▶ **GOAL OF THE EXERCISE**: From the entries that follow, copy each line containing the word "small".

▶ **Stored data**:
◇ ◇ ◇ ◇ ◇

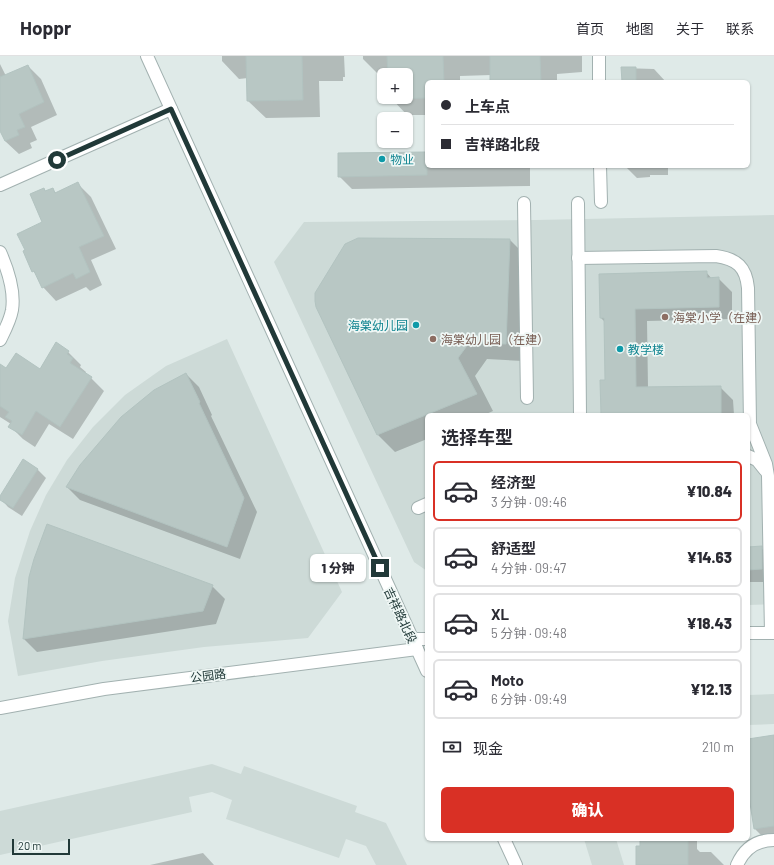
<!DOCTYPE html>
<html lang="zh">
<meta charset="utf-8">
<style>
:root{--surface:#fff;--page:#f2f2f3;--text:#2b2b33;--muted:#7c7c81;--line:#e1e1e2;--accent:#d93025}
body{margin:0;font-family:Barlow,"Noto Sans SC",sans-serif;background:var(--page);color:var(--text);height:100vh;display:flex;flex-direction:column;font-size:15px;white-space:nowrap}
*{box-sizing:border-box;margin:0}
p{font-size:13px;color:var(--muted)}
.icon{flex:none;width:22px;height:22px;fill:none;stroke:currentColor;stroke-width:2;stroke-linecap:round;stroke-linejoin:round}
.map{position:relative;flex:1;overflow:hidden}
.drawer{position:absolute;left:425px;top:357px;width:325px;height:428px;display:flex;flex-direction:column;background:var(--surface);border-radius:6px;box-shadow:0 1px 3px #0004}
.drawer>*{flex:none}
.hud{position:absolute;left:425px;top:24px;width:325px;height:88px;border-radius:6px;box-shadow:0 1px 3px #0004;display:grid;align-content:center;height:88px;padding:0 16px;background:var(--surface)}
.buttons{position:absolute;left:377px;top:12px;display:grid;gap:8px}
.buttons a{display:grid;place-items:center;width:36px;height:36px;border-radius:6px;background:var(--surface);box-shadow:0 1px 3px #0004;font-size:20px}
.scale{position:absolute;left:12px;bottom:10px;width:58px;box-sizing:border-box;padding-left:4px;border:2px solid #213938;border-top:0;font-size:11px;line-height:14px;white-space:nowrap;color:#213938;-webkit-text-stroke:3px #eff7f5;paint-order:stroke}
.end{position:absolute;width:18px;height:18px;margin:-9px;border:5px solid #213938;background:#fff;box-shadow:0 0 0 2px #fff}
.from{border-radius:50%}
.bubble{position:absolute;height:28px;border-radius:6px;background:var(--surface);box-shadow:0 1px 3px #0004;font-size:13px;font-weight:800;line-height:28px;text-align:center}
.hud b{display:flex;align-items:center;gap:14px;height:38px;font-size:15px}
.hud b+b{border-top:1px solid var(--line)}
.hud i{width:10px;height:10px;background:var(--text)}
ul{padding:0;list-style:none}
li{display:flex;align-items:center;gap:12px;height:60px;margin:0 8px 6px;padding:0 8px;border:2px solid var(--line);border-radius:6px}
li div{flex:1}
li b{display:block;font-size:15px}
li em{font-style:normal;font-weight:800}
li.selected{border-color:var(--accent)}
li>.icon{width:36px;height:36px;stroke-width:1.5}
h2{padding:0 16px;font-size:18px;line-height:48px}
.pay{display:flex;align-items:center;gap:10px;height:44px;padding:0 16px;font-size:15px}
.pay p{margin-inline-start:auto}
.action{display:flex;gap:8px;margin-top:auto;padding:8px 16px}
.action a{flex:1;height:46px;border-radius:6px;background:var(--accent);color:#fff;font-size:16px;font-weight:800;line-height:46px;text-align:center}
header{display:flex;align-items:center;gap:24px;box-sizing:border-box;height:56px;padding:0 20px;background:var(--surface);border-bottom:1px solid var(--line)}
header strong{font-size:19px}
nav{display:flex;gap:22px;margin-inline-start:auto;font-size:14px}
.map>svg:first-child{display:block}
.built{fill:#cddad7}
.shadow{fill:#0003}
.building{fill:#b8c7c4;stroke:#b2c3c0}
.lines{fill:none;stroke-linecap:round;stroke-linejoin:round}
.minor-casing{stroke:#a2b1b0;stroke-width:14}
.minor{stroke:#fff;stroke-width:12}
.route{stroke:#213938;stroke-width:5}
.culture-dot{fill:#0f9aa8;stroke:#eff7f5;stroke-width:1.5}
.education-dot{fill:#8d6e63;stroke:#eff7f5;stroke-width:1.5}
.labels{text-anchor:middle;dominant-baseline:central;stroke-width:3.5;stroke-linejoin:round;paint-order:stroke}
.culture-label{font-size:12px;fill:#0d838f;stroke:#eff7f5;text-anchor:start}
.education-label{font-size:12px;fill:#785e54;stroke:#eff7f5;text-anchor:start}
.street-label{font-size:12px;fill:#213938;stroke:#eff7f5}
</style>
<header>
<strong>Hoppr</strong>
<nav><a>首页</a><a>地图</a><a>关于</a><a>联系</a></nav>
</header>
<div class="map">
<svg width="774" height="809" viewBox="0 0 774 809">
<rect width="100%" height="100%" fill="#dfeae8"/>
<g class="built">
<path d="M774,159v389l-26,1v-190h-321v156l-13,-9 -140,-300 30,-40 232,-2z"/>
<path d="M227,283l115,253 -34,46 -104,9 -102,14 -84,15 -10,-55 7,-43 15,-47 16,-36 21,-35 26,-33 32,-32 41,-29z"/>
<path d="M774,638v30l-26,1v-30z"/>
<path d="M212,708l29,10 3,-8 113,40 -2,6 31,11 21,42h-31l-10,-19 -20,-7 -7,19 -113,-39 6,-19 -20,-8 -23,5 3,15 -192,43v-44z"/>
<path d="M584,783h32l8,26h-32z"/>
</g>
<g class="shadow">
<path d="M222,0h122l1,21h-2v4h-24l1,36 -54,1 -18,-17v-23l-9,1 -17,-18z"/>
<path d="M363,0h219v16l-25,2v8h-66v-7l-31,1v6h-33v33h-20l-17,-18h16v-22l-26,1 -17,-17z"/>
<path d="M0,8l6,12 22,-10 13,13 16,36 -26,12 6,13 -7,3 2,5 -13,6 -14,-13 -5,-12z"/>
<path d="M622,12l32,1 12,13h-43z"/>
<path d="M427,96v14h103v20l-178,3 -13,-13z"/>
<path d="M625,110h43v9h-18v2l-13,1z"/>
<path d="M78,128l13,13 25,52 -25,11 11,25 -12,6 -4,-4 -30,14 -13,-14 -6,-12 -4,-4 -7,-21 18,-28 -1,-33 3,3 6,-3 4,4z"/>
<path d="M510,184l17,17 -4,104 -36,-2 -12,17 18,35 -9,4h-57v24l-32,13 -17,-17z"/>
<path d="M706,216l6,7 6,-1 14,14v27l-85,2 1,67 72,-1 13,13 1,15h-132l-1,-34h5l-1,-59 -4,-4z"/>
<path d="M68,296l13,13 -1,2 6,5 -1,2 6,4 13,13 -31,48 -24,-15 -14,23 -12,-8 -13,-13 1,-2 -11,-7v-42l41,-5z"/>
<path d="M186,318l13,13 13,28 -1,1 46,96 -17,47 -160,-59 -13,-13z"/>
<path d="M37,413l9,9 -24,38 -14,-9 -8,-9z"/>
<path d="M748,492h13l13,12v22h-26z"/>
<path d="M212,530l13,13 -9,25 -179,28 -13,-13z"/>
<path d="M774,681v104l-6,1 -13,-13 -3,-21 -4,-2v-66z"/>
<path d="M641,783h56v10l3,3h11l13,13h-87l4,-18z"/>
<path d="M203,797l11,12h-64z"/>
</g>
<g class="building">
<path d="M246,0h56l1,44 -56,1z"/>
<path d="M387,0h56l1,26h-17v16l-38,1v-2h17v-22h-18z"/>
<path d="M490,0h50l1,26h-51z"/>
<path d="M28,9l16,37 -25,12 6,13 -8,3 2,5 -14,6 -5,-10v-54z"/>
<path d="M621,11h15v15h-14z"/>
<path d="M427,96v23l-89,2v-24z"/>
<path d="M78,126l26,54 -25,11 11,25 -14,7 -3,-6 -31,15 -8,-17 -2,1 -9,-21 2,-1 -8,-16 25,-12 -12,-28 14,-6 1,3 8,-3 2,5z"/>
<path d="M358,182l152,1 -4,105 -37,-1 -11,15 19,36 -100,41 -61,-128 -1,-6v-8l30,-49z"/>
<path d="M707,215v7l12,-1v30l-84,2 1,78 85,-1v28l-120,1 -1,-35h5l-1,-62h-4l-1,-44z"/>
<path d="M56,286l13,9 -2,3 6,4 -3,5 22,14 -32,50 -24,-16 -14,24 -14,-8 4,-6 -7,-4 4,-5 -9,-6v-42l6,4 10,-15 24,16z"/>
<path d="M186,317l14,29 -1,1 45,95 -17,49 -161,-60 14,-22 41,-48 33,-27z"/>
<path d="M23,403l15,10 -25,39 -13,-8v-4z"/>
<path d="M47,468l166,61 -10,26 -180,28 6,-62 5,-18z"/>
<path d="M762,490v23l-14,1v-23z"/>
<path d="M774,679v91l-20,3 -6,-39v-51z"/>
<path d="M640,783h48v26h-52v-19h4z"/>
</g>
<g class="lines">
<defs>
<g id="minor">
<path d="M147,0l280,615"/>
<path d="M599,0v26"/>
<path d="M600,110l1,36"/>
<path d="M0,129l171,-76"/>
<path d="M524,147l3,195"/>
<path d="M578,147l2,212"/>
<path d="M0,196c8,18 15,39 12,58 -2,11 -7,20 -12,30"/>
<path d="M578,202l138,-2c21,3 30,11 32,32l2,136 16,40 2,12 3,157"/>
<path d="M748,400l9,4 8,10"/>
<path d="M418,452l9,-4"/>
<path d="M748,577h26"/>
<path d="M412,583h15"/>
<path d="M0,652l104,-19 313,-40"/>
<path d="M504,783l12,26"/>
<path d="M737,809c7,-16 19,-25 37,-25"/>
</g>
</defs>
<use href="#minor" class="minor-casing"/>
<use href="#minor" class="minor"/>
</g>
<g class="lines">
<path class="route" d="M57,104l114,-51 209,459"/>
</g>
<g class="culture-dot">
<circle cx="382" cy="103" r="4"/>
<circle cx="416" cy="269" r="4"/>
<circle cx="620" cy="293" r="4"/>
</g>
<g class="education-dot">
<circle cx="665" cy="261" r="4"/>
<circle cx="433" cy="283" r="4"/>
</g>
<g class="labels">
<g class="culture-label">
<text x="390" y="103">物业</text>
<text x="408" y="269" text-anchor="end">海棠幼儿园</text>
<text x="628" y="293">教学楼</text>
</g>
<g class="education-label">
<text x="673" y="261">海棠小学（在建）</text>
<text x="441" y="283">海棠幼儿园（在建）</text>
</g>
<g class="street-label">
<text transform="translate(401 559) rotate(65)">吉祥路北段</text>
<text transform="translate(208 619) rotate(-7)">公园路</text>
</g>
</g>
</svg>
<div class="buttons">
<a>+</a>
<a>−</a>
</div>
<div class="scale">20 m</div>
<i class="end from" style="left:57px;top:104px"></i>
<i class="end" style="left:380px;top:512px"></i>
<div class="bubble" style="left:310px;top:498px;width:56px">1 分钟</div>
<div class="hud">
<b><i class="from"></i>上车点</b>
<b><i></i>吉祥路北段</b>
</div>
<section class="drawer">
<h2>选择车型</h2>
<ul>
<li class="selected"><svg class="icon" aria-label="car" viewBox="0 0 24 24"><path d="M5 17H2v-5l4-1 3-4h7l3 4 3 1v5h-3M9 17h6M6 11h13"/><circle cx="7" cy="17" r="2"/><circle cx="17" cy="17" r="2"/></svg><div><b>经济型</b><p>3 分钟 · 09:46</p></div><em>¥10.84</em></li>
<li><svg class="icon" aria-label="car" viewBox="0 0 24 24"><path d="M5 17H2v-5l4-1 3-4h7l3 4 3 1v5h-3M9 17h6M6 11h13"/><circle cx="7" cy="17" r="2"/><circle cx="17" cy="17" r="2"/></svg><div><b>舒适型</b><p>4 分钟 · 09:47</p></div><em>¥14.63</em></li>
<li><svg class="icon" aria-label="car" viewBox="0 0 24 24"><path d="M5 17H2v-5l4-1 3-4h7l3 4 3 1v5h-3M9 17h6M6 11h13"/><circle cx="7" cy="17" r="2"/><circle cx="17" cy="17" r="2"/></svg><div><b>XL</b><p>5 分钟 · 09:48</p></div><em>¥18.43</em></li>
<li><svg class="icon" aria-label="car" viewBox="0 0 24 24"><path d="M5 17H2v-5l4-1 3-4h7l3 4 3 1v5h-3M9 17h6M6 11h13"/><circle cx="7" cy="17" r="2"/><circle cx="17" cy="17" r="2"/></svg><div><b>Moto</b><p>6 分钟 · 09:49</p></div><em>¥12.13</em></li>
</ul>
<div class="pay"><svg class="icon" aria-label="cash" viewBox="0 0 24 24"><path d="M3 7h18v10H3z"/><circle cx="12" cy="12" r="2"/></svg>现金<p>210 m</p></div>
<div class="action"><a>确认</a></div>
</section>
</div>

◇ ◇ ◇ ◇ ◇

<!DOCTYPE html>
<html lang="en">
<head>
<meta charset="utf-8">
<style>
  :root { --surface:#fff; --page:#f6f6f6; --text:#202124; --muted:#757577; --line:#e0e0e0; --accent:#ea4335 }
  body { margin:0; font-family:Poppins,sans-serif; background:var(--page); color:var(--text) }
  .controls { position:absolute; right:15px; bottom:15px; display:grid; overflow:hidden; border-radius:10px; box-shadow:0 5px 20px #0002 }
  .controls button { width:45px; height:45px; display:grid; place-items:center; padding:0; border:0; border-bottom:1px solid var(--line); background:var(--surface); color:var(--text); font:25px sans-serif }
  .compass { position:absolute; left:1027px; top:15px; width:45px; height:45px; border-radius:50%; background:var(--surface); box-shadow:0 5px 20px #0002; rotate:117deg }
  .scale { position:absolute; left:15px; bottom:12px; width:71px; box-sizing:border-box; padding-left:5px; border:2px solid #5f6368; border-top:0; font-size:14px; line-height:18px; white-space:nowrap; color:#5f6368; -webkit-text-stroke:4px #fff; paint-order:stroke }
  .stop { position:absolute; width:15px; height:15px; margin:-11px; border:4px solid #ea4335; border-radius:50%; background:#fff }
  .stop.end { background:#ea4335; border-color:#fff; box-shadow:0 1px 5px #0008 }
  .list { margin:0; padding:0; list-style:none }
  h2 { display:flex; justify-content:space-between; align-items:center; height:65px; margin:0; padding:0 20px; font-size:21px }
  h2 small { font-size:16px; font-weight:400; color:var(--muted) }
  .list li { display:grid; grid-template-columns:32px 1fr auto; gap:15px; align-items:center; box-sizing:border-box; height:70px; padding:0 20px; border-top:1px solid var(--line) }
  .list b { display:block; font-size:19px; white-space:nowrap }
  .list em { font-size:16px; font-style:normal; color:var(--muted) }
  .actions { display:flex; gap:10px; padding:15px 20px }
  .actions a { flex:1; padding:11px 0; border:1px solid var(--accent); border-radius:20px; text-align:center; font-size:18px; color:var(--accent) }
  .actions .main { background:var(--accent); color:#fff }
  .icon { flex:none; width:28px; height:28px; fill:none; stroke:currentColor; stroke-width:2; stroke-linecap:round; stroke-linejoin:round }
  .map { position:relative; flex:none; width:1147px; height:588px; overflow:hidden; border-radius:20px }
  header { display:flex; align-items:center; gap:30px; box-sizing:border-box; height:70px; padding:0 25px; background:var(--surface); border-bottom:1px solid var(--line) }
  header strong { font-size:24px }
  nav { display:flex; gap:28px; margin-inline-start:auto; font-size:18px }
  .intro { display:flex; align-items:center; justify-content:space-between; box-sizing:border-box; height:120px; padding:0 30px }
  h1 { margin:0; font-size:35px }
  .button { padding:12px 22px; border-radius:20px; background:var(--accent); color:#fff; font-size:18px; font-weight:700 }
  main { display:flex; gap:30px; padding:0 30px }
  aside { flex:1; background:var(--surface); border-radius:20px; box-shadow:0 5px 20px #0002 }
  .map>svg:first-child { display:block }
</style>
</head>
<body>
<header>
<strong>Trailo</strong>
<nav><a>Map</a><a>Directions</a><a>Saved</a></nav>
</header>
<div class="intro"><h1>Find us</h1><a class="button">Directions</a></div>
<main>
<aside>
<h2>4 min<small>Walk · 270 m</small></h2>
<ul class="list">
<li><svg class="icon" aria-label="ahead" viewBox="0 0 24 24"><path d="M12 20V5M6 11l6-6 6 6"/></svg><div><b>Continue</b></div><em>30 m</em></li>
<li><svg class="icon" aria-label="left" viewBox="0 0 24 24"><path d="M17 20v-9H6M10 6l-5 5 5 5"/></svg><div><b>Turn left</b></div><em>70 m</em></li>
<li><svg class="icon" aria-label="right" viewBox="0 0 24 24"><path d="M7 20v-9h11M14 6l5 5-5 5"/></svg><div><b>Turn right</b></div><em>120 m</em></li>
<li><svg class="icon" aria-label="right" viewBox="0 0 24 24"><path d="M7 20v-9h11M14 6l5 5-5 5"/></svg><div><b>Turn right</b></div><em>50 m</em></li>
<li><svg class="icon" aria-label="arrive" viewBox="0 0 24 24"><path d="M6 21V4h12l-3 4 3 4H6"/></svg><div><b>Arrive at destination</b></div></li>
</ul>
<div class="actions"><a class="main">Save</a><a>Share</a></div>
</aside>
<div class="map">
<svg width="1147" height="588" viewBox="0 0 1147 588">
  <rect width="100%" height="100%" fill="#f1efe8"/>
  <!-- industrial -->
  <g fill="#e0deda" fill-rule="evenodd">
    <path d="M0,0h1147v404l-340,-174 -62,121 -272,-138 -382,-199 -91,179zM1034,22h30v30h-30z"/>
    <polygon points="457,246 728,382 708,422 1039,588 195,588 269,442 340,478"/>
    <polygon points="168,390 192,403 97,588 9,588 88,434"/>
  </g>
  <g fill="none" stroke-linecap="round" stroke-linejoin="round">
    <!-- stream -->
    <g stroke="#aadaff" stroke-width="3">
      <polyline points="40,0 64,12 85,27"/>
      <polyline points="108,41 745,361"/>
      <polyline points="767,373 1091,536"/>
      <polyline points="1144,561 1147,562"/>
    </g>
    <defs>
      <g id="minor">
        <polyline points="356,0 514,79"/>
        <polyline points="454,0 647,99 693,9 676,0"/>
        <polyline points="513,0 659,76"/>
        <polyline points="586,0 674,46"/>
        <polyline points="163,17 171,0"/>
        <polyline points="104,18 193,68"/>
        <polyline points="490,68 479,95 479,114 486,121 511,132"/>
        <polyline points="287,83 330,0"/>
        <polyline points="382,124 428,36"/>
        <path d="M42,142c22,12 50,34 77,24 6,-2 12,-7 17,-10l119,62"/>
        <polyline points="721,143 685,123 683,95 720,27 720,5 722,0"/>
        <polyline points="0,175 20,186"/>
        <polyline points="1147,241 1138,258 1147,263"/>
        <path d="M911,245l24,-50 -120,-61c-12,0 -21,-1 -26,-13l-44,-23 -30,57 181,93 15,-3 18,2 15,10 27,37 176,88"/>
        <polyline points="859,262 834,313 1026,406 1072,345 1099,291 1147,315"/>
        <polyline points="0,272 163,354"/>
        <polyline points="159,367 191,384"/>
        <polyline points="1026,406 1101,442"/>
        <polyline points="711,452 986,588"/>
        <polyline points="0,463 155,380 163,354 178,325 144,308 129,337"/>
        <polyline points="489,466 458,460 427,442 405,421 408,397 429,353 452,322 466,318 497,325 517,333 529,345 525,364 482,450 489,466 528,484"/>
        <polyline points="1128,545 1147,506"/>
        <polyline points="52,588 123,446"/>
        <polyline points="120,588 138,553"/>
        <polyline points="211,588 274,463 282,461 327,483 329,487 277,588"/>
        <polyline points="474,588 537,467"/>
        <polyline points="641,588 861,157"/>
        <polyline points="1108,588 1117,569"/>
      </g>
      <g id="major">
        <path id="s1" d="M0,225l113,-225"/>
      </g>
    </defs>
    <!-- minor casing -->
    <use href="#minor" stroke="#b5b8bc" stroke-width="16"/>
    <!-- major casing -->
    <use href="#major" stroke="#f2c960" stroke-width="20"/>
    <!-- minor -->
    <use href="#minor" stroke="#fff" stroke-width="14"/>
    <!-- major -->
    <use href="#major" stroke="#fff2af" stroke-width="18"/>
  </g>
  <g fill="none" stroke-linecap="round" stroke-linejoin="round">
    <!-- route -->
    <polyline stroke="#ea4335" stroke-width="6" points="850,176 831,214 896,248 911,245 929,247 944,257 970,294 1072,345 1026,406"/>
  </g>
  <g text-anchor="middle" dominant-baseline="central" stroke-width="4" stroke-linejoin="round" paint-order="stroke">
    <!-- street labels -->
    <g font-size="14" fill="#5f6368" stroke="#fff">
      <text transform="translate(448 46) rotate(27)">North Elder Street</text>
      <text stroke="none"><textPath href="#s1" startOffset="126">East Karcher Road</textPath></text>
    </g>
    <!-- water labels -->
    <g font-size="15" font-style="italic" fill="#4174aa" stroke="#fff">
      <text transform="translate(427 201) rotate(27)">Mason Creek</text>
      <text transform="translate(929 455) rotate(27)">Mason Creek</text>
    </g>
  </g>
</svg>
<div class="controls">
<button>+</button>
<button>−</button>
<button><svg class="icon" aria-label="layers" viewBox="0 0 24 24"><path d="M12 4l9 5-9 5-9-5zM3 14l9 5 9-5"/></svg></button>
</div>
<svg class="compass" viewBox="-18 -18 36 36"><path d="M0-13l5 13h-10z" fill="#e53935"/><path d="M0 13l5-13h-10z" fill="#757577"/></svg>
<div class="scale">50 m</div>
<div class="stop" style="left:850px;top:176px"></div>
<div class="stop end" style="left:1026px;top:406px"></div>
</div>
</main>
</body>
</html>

◇ ◇ ◇ ◇ ◇

▶ **SOLUTION**:
  h2 small { font-size:16px; font-weight:400; color:var(--muted) }
<h2>4 min<small>Walk · 270 m</small></h2>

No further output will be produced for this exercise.